Among the records below, how many lines contain the word "right"? The answer is a single number.

> _RECORDS TO PROCESS_:
»»
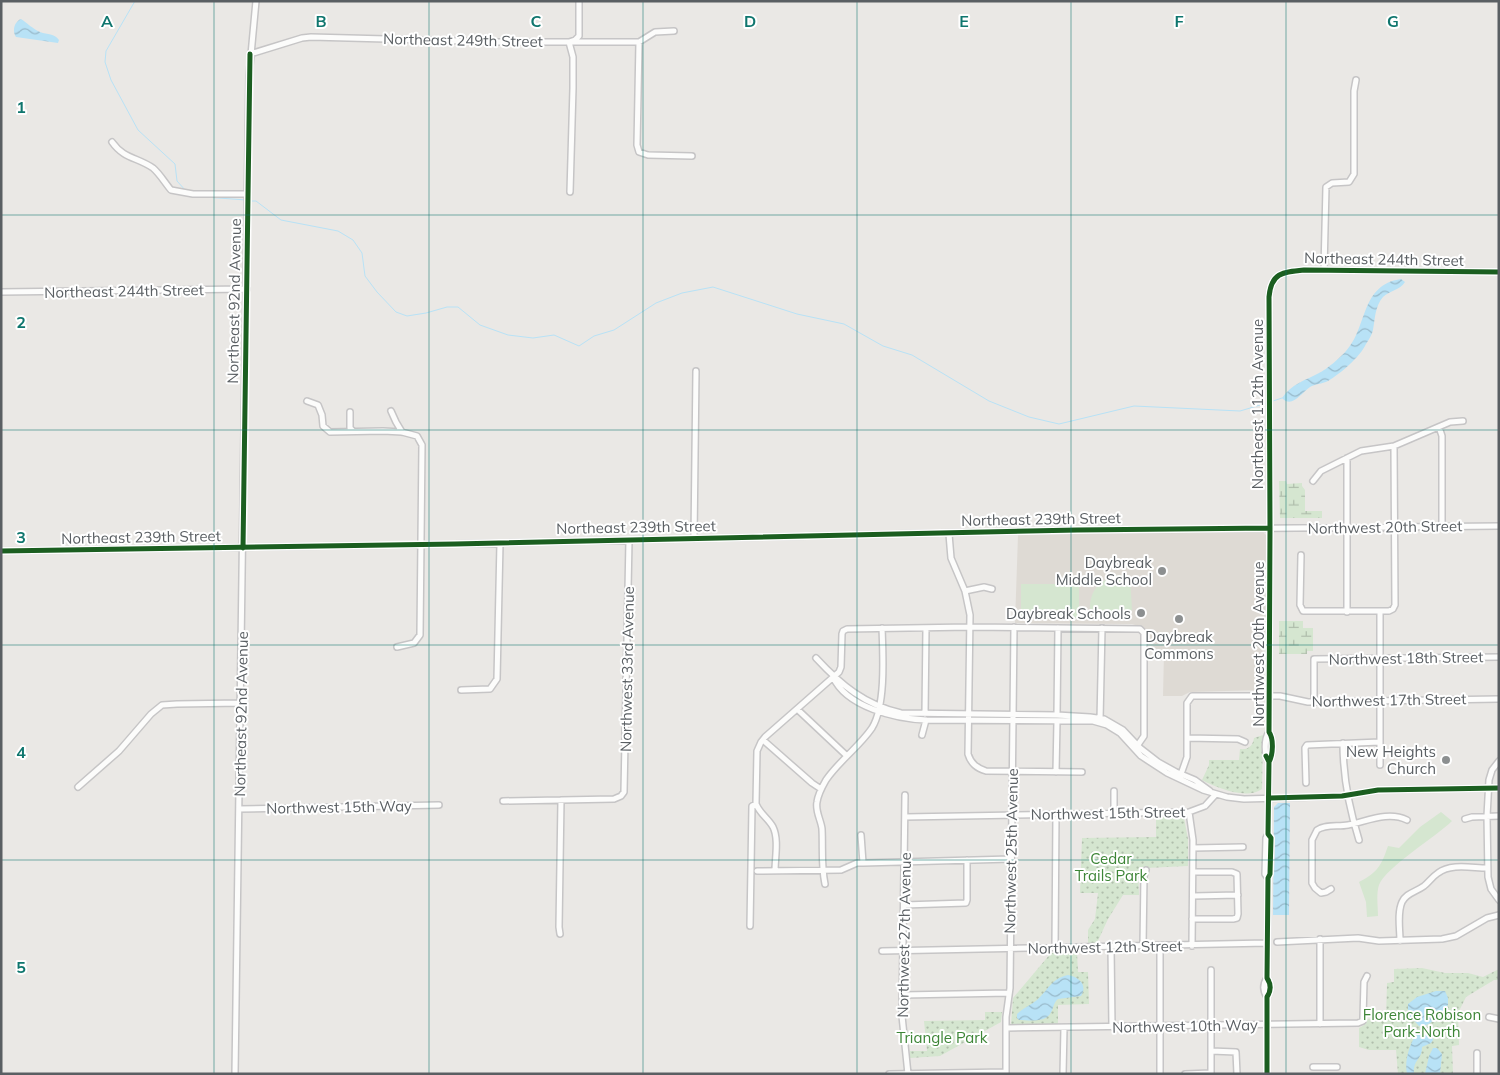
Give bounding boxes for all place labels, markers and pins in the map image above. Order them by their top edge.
place label: Daybreak Middle School [1056,553,1152,589]
marker: Daybreak Middle School [1156,565,1168,577]
place label: Daybreak Schools [1006,604,1131,623]
marker: Daybreak Schools [1135,607,1147,619]
marker: Daybreak Commons [1173,613,1185,625]
place label: Daybreak Commons [1144,627,1214,663]
place label: New Heights Church [1346,742,1436,778]
marker: New Heights Church [1440,754,1452,766]

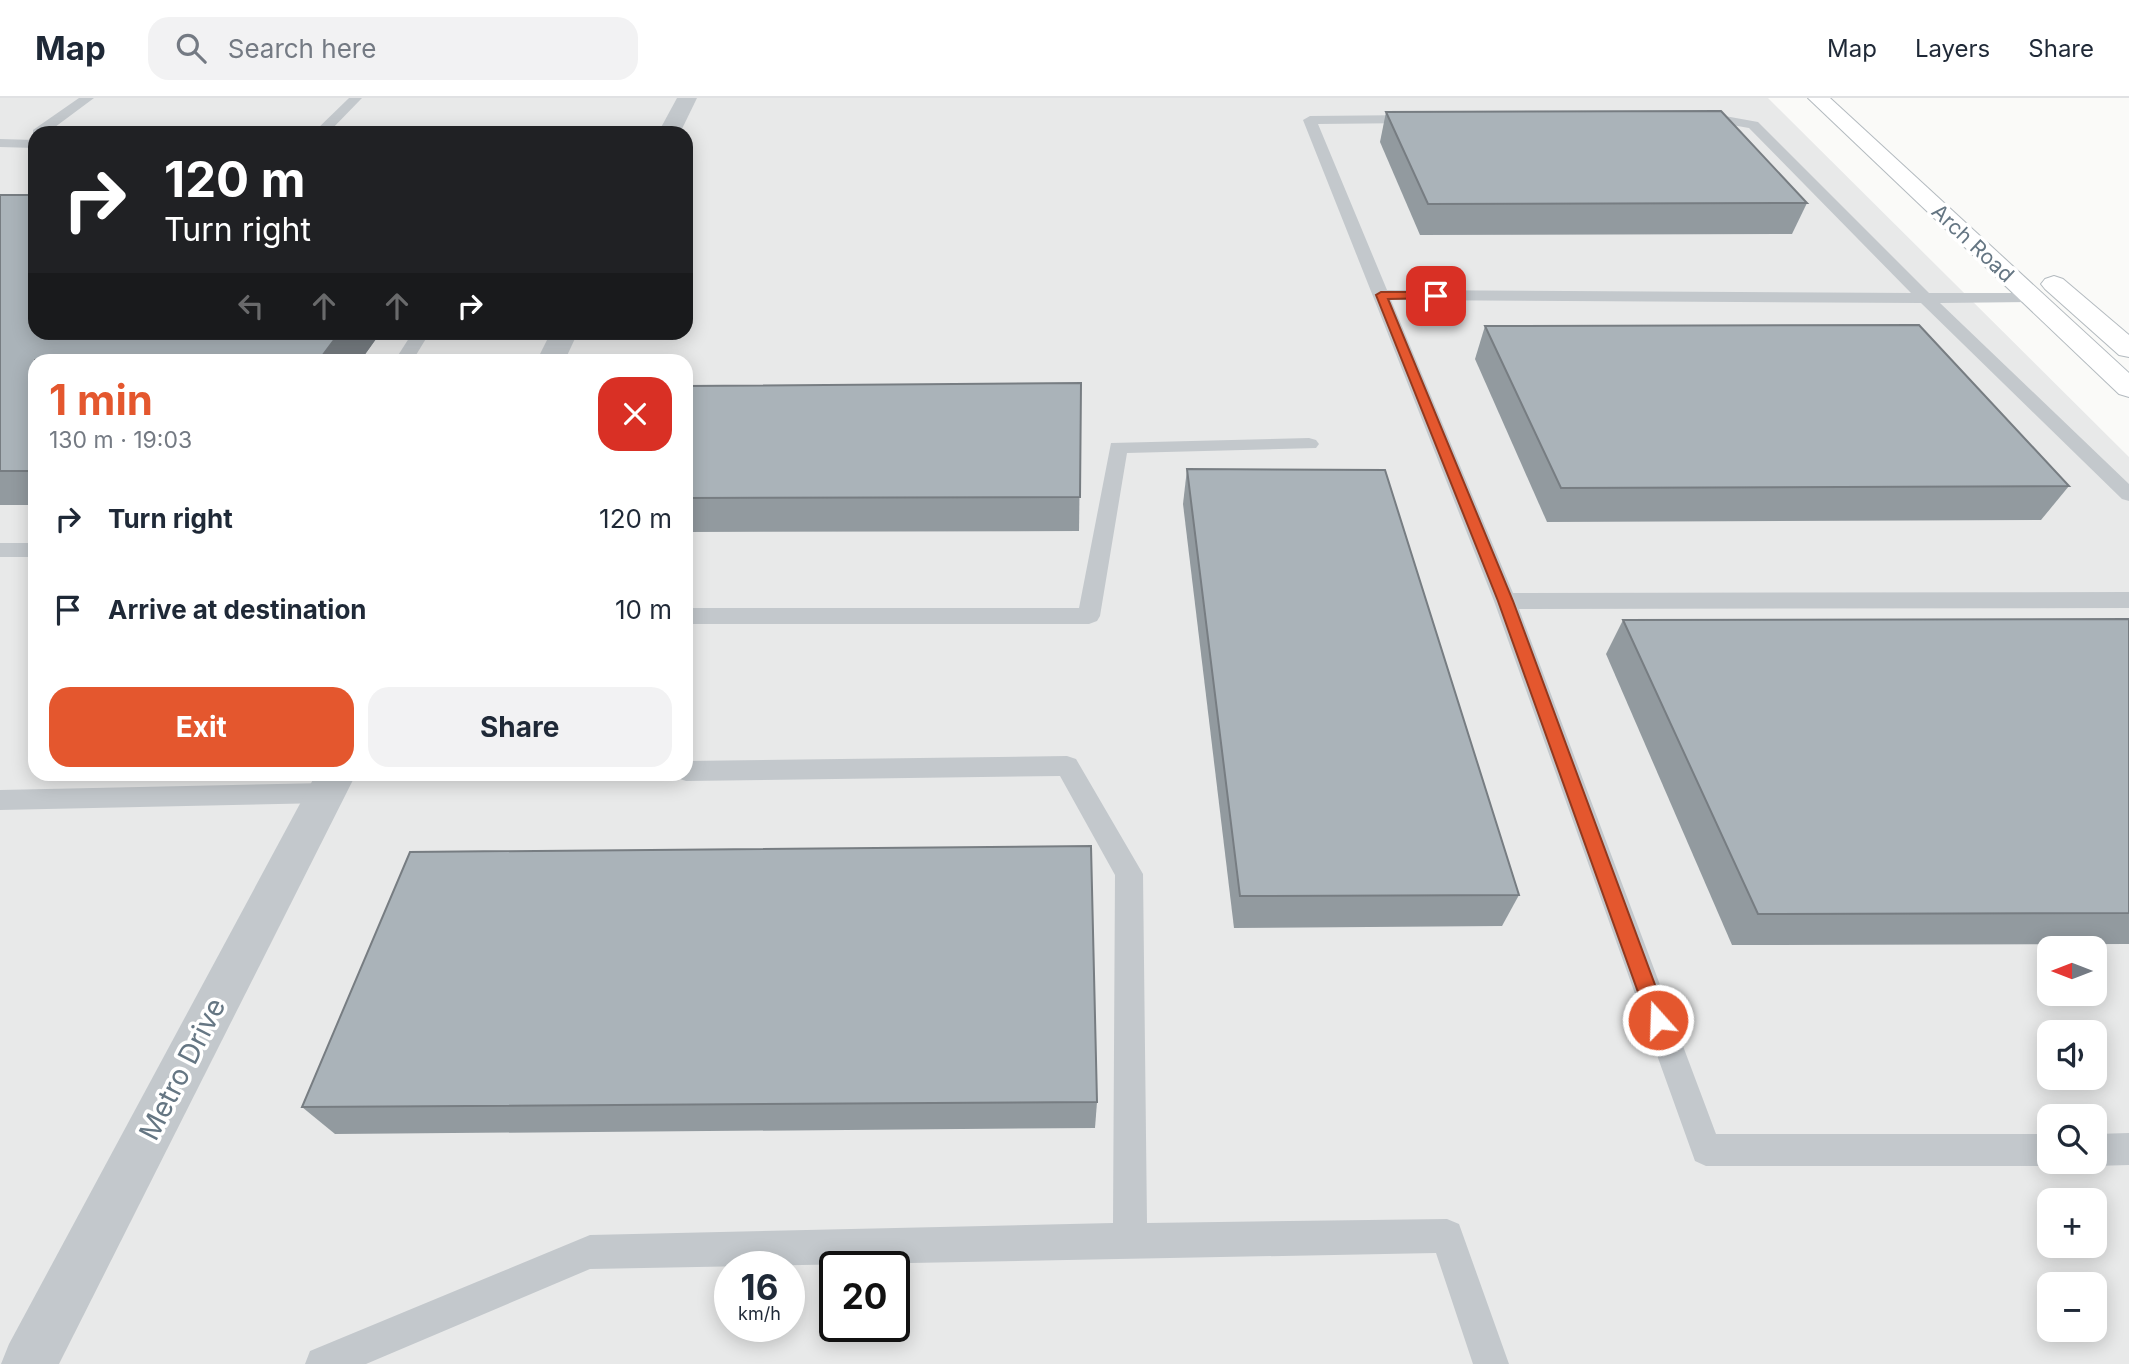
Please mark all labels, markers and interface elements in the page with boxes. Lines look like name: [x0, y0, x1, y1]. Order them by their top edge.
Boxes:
search box: [148, 17, 638, 80]
text: Map: [35, 28, 106, 68]
icon: search: [172, 29, 210, 67]
text: Search here: [228, 33, 376, 64]
text: Map: [1827, 34, 1877, 63]
text: Layers: [1915, 34, 1990, 63]
text: Share: [2028, 34, 2094, 63]
text: 120 m: [164, 150, 305, 209]
icon: right: [49, 154, 140, 245]
street label: Arch Road: [1927, 199, 2019, 287]
text: Turn right: [164, 210, 311, 249]
pin: [1406, 266, 1466, 326]
icon: arrive: [1417, 277, 1455, 315]
icon: left: [232, 287, 270, 325]
icon: ahead: [305, 287, 343, 325]
icon: ahead: [378, 287, 416, 325]
icon: right: [451, 287, 489, 325]
text: 1 min: [49, 374, 153, 425]
button: close: [598, 377, 672, 451]
text: 130 m · 19:03: [49, 426, 192, 454]
icon: right: [49, 500, 87, 538]
text: Turn right: [108, 503, 233, 534]
text: 120 m: [599, 503, 672, 534]
icon: arrive: [49, 591, 87, 629]
text: Arrive at destination: [108, 594, 367, 625]
text: 10 m: [615, 594, 672, 625]
button: Exit: [49, 687, 354, 767]
button: Share: [368, 687, 672, 767]
north arrow: [2037, 936, 2107, 1006]
map controls: [2037, 936, 2107, 1342]
position arrow: [1621, 983, 1695, 1057]
street label: Metro Drive: [132, 992, 232, 1146]
button: sound: [2037, 1020, 2107, 1090]
button: search: [2037, 1104, 2107, 1174]
button: +: [2037, 1188, 2107, 1258]
speed limit sign: 20: [819, 1251, 910, 1342]
text: 16: [741, 1266, 778, 1308]
button: −: [2037, 1272, 2107, 1342]
text: km/h: [738, 1303, 781, 1324]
««
> _RESULT OF THE EXERCISE_:
5